Read the records and gather each line that includes "rows".

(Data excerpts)
╭──

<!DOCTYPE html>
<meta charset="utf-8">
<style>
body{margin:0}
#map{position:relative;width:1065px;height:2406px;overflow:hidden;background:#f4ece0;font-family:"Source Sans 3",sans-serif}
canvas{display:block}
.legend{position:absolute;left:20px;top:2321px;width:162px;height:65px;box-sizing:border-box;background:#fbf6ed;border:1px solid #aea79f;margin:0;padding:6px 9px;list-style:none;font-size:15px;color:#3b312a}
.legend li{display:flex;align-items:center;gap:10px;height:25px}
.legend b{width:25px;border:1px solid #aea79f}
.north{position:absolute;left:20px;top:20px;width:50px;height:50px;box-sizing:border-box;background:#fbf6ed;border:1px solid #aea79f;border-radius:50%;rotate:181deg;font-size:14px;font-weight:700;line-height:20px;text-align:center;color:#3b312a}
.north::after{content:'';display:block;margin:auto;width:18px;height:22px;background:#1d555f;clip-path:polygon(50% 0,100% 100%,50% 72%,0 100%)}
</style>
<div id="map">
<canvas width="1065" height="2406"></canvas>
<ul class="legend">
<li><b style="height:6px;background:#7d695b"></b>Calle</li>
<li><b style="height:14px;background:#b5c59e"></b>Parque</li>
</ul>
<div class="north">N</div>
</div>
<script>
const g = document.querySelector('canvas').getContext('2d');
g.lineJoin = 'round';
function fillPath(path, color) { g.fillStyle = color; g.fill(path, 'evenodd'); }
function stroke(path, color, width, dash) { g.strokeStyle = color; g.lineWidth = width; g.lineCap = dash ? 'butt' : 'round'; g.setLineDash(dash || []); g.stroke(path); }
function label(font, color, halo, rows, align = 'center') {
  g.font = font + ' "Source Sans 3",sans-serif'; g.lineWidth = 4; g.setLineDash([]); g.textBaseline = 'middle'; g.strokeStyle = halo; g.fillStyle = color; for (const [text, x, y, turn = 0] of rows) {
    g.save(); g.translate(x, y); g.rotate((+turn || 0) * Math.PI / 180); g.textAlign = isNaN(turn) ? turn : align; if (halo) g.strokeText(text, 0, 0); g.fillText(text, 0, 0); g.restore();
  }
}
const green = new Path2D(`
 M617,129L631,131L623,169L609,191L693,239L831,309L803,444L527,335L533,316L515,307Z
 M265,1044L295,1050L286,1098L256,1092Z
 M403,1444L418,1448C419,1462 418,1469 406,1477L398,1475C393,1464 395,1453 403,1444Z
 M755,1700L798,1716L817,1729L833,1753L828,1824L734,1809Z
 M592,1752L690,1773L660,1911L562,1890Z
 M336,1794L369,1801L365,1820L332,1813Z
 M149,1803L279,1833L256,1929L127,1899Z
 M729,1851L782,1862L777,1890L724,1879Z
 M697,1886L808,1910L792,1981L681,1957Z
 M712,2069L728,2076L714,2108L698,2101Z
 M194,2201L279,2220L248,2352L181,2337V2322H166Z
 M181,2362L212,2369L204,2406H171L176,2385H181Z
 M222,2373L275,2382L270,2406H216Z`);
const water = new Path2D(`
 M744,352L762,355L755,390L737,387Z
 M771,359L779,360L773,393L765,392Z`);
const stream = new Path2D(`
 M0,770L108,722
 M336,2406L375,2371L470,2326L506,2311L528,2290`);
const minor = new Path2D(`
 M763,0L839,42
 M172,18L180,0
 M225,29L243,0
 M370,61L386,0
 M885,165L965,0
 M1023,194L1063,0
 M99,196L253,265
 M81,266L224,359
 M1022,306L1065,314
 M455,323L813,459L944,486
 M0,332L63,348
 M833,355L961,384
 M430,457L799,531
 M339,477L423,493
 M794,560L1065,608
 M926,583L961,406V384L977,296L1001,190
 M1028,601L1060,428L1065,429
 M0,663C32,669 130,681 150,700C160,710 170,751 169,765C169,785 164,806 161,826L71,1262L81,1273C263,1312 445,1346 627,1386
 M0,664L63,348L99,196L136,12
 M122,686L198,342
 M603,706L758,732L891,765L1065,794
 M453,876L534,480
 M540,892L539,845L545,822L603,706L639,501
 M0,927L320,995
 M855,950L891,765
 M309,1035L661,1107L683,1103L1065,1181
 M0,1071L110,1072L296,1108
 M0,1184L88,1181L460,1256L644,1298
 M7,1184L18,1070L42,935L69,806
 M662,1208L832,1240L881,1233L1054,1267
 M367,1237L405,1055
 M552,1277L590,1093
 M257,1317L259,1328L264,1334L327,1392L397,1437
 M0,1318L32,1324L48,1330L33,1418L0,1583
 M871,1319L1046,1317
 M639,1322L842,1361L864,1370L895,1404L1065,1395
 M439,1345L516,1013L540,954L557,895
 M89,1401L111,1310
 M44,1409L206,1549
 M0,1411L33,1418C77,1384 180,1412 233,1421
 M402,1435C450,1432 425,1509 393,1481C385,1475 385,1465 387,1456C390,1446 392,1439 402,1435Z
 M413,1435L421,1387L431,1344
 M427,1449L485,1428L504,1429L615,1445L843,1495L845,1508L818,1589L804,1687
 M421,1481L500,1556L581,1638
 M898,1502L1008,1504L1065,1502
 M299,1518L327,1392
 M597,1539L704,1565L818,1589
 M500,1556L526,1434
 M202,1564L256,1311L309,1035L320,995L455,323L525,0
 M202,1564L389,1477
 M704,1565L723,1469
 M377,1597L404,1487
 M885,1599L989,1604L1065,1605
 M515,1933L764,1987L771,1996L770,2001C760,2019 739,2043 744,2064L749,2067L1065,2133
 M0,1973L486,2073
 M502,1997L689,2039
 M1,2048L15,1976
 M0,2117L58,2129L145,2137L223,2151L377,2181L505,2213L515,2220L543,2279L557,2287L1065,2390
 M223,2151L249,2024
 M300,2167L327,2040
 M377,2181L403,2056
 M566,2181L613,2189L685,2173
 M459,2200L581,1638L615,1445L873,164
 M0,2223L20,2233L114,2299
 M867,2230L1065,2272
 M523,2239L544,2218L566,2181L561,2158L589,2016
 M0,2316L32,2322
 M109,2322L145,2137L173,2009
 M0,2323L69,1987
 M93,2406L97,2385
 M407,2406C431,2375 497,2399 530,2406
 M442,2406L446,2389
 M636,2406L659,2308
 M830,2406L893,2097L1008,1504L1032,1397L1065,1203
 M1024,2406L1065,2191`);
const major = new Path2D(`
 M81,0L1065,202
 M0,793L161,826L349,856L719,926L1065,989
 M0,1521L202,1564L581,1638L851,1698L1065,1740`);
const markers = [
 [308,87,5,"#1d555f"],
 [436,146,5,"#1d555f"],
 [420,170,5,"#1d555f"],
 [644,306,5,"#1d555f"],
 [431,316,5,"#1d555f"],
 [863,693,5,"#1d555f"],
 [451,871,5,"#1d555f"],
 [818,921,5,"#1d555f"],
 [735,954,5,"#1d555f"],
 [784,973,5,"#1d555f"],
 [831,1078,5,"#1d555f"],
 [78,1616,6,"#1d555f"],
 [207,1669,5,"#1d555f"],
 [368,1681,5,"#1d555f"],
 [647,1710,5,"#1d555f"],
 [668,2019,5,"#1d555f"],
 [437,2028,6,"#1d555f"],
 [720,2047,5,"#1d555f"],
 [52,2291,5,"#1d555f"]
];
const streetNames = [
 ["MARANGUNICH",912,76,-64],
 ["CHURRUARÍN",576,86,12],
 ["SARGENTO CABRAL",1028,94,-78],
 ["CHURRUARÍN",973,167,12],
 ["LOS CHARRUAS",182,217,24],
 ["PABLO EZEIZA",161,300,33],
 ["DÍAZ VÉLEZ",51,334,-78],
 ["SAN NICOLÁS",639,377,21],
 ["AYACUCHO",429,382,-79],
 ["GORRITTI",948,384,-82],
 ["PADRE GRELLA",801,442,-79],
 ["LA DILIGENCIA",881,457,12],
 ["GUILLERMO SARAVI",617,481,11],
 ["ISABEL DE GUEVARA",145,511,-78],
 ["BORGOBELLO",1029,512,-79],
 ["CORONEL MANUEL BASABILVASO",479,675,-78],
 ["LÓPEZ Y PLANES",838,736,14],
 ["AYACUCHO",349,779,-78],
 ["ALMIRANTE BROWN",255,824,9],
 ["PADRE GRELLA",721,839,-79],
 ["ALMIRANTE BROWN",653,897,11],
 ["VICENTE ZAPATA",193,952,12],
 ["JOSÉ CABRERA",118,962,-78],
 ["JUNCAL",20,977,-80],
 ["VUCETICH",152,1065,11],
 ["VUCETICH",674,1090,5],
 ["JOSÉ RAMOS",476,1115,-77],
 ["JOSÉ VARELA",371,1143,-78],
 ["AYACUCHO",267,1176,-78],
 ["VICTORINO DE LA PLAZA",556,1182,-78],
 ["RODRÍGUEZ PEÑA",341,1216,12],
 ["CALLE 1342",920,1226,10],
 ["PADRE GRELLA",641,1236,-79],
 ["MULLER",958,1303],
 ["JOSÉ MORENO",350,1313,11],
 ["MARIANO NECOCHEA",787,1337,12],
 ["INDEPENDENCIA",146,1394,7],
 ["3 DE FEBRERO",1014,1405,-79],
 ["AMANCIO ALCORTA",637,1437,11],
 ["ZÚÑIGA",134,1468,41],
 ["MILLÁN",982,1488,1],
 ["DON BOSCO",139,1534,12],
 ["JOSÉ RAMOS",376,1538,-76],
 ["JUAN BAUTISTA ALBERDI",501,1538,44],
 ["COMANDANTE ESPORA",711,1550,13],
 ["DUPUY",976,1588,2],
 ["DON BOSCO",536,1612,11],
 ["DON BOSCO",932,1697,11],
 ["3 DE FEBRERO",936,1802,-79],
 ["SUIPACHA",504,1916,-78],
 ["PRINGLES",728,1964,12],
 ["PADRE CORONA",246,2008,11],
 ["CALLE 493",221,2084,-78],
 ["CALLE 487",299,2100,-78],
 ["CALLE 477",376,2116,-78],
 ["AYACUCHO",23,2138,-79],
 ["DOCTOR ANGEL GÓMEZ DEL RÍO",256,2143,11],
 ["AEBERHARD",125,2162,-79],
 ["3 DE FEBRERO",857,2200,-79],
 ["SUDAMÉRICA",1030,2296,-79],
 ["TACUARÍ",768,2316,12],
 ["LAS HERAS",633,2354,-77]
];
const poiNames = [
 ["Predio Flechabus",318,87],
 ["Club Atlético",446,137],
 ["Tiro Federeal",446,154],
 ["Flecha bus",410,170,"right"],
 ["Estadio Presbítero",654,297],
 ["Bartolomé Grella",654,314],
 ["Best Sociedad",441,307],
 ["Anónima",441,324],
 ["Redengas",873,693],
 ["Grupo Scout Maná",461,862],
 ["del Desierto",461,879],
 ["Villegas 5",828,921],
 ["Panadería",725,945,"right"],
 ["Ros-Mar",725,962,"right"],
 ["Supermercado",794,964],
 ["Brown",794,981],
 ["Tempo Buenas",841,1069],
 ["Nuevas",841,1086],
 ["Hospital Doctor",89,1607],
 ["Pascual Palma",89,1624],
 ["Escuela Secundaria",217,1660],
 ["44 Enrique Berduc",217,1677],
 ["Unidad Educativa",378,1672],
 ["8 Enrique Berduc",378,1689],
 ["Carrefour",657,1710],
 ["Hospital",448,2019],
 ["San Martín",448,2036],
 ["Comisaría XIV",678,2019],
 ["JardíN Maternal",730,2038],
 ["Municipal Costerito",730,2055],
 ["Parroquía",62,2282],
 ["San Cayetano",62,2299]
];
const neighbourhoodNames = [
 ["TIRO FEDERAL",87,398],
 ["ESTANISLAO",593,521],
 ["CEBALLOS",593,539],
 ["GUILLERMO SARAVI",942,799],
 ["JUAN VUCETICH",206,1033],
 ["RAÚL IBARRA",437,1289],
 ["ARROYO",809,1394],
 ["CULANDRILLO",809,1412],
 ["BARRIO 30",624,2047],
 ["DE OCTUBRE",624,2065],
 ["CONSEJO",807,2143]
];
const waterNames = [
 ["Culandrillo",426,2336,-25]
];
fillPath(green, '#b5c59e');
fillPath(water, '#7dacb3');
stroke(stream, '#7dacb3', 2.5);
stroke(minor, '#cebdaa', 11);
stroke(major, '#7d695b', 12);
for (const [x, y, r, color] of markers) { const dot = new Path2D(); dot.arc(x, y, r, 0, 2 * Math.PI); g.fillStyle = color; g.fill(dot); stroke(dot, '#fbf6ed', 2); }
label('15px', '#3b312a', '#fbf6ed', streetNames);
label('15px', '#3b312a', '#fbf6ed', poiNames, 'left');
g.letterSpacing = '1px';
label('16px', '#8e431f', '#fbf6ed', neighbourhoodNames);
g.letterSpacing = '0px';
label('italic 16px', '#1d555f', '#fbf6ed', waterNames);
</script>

╰──

• _Task output_
function label(font, color, halo, rows, align = 'center') {
  g.font = font + ' "Source Sans 3",sans-serif'; g.lineWidth = 4; g.setLineDash([]); g.textBaseline = 'middle'; g.strokeStyle = halo; g.fillStyle = color; for (const [text, x, y, turn = 0] of rows) {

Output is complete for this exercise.